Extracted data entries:

┄┄┄┄┄┄

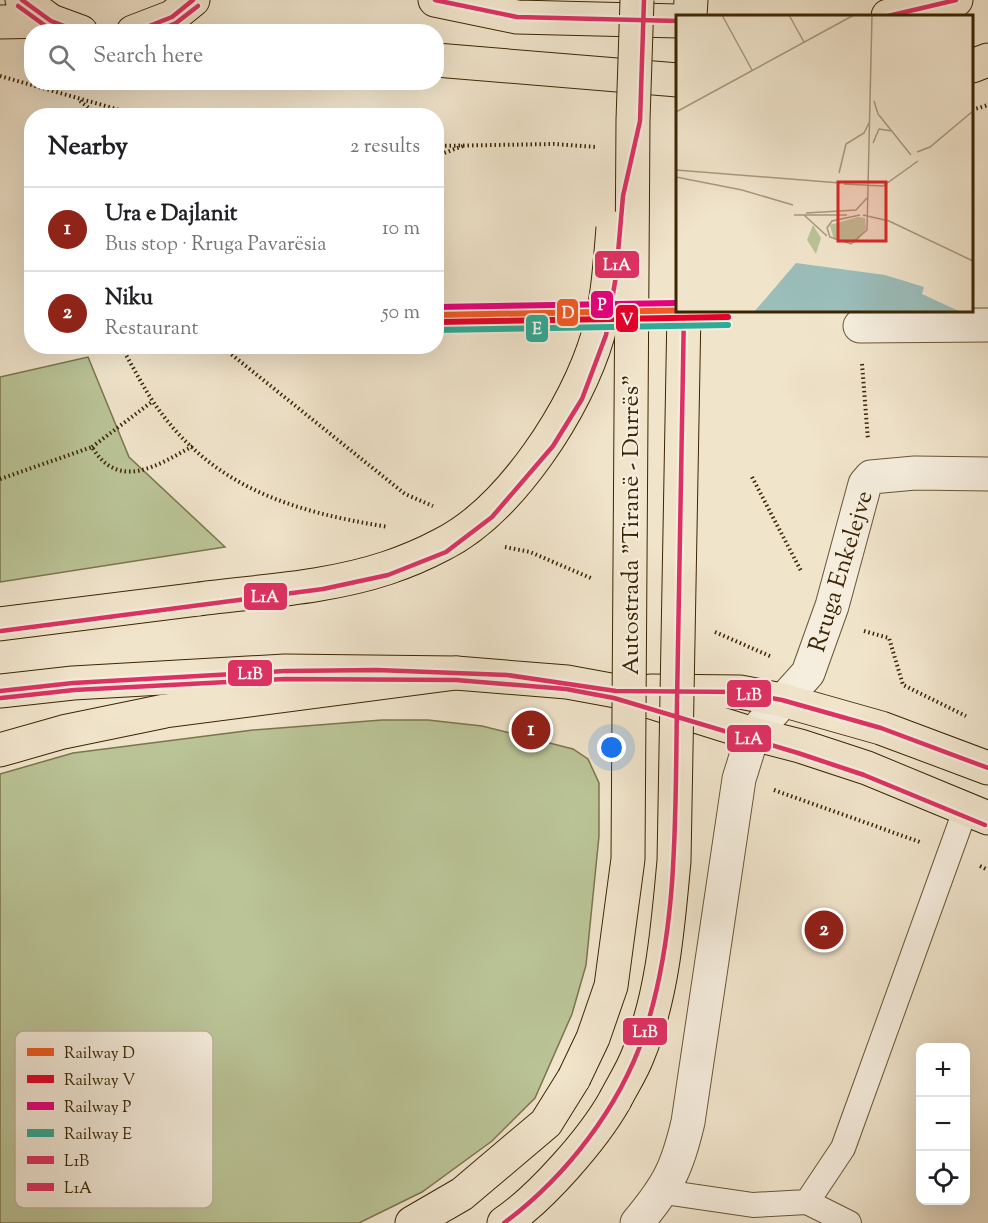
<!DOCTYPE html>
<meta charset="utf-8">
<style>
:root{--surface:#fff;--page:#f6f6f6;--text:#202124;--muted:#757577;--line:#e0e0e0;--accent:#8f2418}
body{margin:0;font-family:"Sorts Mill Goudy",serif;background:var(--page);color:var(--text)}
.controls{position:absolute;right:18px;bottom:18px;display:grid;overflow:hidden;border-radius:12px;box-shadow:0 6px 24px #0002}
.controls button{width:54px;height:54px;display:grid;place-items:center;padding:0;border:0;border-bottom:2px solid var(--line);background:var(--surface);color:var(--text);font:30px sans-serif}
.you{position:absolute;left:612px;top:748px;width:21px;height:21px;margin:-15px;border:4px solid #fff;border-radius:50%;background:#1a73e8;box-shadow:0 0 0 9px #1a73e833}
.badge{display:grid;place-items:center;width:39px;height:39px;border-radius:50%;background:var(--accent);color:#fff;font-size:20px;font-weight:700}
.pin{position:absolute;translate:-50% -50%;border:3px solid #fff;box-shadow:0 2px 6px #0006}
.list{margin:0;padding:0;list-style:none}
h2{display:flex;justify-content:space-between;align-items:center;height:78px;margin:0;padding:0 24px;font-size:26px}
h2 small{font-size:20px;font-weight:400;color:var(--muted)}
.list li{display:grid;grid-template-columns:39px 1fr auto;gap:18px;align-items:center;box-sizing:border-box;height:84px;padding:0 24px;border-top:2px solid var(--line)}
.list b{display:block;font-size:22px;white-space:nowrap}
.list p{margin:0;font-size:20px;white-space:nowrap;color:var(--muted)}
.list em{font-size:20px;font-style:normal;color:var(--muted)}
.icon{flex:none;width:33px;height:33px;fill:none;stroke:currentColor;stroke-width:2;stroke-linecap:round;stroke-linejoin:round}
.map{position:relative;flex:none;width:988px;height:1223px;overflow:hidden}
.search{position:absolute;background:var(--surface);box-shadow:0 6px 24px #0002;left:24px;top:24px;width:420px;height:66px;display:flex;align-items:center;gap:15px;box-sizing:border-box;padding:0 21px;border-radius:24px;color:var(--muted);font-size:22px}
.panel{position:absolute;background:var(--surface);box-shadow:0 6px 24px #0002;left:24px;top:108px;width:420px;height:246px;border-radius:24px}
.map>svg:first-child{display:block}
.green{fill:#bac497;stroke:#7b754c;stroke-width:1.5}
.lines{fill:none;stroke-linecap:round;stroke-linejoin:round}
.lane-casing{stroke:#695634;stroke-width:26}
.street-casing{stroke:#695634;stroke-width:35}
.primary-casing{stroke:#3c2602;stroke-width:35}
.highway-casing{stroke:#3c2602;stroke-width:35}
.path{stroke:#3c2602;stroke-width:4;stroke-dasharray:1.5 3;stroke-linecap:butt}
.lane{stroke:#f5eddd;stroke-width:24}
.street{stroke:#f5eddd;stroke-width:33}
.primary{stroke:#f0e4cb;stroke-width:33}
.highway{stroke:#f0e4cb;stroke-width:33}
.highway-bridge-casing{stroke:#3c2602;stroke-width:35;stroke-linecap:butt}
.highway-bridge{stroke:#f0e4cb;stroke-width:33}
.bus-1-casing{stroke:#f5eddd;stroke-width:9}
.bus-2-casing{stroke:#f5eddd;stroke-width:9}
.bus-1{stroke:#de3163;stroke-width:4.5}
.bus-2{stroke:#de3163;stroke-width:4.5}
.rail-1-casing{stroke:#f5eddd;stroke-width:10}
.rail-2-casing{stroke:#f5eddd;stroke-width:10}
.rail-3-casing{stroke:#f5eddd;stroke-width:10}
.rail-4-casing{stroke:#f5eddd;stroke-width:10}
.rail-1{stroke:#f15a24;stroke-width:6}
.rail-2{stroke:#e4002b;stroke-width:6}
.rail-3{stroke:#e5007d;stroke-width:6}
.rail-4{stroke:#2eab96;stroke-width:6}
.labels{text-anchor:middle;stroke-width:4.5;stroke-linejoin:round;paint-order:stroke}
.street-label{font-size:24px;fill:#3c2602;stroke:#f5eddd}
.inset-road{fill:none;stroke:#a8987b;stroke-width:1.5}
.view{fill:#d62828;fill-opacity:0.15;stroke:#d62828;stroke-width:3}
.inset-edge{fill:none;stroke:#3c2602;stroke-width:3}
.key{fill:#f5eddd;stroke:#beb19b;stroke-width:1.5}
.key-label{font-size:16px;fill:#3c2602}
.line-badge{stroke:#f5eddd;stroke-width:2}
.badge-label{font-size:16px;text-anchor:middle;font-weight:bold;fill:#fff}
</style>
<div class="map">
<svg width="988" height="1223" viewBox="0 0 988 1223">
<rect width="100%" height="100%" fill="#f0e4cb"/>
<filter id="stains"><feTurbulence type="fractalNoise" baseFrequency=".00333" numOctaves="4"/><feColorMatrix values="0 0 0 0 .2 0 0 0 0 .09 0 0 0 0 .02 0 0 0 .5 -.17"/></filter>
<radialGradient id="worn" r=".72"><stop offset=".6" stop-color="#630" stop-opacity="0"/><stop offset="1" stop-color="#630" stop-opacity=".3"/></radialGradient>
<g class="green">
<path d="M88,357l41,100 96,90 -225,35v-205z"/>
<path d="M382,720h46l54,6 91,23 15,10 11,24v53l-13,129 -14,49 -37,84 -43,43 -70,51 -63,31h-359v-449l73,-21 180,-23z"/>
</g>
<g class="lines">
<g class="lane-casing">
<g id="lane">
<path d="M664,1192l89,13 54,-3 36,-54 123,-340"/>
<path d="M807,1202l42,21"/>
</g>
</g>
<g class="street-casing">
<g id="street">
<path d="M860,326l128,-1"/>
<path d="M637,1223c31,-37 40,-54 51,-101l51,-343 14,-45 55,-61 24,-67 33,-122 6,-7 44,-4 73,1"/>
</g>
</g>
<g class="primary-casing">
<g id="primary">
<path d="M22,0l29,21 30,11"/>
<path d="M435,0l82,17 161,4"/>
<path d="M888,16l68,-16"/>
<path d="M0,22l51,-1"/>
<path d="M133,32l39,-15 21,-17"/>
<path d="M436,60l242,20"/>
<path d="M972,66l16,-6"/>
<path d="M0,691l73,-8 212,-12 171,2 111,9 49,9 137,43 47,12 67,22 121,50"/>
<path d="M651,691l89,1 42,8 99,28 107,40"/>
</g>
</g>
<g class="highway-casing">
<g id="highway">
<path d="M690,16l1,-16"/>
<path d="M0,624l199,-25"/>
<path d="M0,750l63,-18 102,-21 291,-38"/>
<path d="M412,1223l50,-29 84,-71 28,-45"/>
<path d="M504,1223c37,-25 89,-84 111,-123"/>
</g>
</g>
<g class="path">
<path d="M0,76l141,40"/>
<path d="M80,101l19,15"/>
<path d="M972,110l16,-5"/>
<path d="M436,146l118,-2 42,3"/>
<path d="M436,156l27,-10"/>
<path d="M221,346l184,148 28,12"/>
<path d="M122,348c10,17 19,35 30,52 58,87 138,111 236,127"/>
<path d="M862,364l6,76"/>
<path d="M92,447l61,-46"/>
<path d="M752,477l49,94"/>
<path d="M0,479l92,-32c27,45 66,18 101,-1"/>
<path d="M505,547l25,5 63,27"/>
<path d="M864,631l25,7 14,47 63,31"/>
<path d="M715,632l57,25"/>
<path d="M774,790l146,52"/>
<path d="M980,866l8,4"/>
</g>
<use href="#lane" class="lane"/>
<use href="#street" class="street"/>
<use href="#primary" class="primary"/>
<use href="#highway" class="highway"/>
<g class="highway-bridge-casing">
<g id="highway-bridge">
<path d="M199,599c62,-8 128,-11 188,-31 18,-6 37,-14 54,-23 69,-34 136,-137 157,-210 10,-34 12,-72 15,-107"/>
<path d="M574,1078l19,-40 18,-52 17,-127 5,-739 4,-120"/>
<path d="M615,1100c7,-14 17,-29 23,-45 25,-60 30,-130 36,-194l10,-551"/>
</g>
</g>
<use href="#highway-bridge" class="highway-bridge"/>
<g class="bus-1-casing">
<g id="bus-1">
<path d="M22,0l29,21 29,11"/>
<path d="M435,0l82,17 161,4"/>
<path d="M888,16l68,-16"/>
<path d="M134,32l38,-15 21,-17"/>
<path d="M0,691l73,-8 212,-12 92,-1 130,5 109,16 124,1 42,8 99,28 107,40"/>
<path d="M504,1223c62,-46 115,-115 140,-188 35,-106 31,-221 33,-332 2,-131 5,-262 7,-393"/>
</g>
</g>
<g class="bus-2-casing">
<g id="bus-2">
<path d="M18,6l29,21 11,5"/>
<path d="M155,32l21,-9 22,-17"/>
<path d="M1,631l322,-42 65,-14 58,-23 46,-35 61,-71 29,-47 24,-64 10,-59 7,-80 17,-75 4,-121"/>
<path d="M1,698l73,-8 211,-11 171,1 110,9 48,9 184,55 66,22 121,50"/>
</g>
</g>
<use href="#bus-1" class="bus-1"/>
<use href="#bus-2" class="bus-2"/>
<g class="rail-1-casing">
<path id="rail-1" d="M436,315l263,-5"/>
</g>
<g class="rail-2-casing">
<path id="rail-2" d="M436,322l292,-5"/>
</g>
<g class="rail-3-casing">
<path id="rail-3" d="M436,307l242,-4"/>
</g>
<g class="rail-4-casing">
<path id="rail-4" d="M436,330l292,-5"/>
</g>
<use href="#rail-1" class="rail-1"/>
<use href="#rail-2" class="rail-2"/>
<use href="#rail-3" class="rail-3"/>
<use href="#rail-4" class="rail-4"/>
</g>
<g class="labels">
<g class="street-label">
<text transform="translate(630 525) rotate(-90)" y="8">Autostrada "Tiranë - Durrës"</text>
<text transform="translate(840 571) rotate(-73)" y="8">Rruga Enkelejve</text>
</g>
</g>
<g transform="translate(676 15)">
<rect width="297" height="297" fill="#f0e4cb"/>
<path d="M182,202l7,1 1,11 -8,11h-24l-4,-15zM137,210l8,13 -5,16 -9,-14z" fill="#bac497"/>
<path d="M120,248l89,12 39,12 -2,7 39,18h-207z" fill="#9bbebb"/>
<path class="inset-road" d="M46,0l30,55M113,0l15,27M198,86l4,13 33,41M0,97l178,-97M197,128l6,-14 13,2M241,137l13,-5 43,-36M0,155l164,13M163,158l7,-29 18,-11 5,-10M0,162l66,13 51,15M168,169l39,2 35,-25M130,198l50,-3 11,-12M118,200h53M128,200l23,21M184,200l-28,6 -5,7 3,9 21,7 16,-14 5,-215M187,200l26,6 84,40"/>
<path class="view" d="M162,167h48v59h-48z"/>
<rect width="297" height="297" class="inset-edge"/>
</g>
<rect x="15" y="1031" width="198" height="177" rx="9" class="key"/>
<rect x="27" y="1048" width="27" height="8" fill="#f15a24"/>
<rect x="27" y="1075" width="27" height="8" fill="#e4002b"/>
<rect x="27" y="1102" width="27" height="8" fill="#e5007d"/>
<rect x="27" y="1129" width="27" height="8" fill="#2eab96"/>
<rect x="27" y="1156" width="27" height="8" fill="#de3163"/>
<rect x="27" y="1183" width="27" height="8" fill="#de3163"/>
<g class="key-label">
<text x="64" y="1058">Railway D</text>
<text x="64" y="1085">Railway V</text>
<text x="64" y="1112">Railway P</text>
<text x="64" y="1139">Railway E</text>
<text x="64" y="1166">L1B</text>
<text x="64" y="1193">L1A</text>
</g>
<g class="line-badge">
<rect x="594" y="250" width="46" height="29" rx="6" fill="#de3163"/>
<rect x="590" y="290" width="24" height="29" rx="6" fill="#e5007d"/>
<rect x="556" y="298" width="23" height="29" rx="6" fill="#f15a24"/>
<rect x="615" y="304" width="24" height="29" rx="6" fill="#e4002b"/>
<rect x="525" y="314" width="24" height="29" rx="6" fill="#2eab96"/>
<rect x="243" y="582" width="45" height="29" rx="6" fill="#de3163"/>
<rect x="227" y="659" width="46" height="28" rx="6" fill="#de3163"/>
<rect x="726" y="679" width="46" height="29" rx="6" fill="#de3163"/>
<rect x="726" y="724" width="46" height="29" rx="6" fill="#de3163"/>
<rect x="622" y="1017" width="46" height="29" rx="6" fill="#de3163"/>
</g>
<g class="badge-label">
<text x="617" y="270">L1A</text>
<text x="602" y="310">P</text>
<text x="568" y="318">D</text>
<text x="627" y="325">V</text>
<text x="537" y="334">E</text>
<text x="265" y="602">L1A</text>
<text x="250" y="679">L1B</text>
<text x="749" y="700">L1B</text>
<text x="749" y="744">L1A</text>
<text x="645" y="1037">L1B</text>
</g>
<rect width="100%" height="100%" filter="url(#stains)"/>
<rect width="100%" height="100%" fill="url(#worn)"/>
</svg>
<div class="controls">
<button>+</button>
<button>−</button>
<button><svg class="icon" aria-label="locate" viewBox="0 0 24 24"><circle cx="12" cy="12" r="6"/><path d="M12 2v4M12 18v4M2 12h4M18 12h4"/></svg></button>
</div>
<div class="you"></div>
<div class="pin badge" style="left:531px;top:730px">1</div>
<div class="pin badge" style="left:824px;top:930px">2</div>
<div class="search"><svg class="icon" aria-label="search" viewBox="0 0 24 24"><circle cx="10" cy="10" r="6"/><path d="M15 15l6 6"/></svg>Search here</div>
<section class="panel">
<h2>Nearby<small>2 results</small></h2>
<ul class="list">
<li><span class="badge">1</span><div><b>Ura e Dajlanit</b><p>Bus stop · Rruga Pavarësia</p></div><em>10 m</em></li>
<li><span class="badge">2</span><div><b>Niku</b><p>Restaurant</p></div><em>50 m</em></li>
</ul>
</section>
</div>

┄┄┄┄┄┄

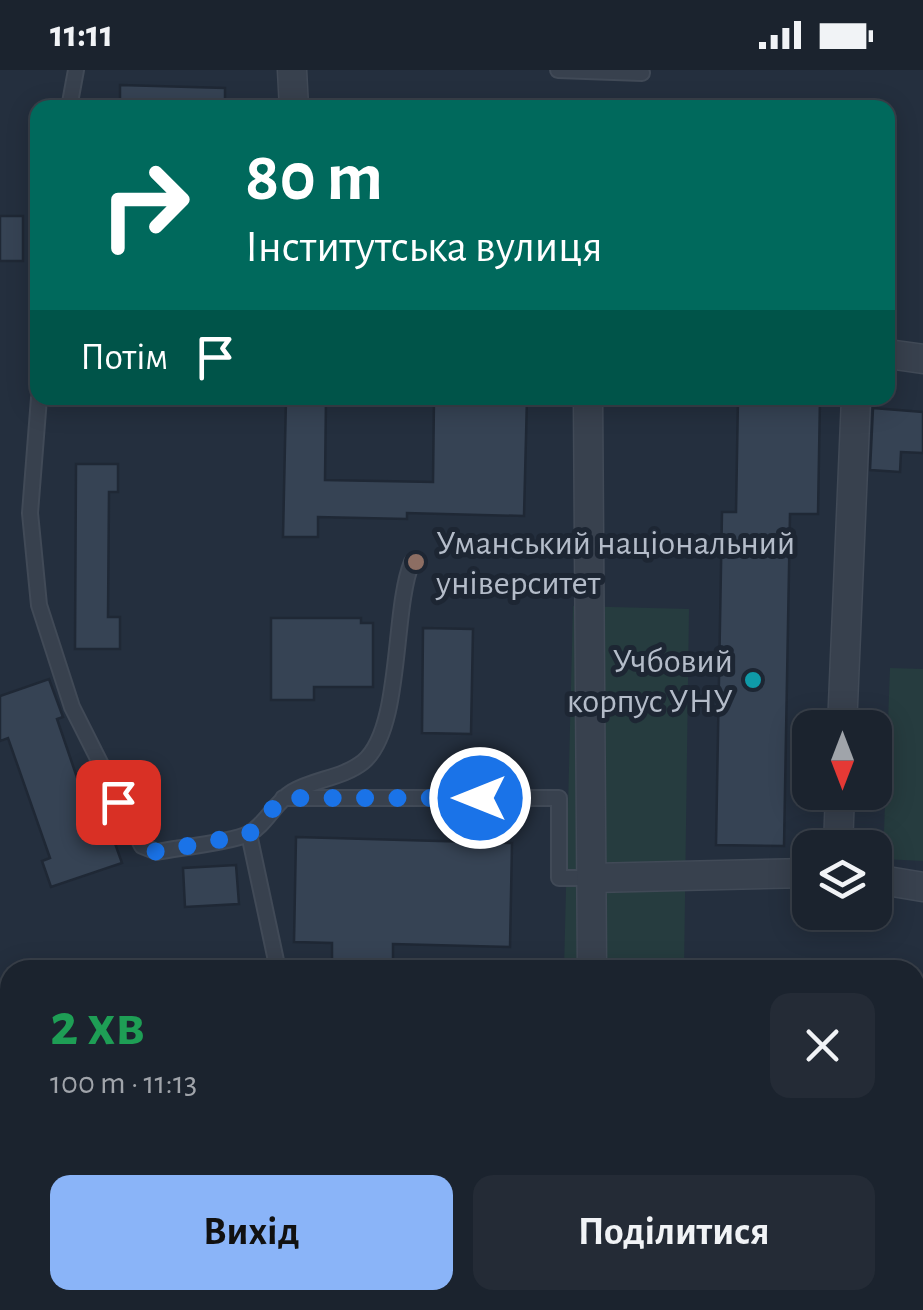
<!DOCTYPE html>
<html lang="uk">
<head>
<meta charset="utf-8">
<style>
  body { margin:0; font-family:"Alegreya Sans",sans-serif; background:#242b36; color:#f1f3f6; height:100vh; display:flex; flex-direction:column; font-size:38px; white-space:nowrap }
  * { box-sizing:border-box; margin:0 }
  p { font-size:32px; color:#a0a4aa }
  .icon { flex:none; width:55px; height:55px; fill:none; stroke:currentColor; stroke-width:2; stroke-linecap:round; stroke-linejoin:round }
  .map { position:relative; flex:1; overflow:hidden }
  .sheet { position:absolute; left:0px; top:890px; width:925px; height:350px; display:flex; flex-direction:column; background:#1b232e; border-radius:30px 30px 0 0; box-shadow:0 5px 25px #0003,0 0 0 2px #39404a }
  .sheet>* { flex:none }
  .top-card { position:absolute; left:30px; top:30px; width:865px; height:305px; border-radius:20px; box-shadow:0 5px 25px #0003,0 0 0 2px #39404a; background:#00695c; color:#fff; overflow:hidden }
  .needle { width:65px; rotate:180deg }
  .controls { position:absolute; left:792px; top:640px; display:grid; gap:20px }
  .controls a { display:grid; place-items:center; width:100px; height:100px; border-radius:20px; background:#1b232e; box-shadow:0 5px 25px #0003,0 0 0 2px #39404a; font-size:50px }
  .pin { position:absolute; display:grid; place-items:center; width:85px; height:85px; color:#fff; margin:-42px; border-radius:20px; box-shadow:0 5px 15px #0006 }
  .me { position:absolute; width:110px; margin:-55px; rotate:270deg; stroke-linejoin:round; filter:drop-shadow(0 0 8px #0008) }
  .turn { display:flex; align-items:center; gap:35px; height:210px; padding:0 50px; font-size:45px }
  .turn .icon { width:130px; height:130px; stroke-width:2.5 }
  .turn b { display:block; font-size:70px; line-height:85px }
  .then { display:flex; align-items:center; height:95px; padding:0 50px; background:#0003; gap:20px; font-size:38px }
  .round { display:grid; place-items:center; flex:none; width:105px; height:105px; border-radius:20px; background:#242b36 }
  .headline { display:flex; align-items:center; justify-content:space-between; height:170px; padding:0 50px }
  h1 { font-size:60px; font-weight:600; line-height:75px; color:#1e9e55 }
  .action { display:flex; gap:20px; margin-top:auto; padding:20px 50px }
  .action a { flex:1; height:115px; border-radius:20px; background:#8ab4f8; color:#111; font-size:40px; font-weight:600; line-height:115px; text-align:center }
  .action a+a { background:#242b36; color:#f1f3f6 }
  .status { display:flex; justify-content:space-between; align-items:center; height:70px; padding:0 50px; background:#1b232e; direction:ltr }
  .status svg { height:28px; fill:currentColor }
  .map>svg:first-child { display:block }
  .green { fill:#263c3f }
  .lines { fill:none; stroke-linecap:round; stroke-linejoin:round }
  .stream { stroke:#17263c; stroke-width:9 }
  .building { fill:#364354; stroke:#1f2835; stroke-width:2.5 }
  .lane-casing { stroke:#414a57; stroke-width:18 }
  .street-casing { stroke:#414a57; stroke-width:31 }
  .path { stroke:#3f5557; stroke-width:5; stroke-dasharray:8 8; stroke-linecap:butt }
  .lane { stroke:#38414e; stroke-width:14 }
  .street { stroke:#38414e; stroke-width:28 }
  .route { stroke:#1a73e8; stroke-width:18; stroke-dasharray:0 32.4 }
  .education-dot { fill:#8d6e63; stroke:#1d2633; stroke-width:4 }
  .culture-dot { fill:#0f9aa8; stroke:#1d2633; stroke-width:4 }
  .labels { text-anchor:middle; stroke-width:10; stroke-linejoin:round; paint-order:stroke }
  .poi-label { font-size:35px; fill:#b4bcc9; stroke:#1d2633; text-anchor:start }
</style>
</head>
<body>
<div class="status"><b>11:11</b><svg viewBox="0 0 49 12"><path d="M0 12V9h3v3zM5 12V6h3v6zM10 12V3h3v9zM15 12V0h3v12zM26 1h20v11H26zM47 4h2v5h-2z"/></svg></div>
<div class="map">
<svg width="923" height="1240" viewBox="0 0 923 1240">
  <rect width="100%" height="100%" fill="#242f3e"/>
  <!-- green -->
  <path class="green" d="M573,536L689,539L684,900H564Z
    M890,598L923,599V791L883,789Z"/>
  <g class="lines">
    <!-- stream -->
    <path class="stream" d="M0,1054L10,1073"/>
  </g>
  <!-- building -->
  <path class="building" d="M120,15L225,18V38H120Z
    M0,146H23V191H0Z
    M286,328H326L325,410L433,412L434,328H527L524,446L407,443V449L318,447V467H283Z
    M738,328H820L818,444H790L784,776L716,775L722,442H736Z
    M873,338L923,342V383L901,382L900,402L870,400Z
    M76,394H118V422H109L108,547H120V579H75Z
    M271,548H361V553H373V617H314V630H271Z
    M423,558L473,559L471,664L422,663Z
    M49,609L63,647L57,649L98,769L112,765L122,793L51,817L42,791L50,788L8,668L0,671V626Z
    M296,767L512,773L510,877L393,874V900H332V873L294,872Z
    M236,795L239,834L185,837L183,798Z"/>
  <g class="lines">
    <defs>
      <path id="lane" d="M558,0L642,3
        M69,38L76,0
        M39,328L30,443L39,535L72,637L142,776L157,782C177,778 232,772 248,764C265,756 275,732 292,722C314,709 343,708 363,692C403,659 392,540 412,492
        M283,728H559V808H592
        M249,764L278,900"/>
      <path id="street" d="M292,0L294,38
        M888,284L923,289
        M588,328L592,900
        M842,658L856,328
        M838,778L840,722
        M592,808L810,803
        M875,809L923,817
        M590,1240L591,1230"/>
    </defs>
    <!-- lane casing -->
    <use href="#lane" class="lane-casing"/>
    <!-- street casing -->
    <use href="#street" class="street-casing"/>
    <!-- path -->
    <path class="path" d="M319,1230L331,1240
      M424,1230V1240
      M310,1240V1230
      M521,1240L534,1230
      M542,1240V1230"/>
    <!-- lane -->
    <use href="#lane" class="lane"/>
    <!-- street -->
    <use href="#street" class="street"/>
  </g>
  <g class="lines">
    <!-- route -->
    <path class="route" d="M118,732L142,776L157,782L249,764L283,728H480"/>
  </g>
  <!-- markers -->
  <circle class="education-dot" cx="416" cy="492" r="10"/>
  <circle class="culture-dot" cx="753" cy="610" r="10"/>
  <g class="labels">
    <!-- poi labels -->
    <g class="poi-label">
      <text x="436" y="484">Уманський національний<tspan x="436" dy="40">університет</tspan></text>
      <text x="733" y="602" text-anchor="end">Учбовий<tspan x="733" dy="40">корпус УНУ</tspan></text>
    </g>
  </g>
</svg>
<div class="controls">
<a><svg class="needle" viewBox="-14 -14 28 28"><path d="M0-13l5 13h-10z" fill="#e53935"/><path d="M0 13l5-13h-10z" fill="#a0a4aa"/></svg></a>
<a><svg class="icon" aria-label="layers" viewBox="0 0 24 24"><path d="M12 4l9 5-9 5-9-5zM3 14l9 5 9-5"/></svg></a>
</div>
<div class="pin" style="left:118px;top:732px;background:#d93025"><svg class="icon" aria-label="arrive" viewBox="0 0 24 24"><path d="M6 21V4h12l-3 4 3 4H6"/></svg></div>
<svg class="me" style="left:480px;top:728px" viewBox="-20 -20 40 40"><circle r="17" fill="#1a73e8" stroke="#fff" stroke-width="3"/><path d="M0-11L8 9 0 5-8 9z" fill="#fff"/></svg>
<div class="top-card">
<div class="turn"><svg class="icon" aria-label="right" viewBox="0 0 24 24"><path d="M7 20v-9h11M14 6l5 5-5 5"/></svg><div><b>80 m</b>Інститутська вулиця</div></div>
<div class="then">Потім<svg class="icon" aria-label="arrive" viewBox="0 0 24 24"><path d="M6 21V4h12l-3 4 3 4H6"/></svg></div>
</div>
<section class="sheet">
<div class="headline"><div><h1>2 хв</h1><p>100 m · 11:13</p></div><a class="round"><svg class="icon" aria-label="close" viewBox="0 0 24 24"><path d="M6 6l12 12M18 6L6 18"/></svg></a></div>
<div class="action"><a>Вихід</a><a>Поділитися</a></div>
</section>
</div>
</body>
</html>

┄┄┄┄┄┄

ACTIVITY:
Which lines above contain the word "html"? Show each of them.

TASK ANSWER:
<!DOCTYPE html>
<!DOCTYPE html>
<html lang="uk">
</html>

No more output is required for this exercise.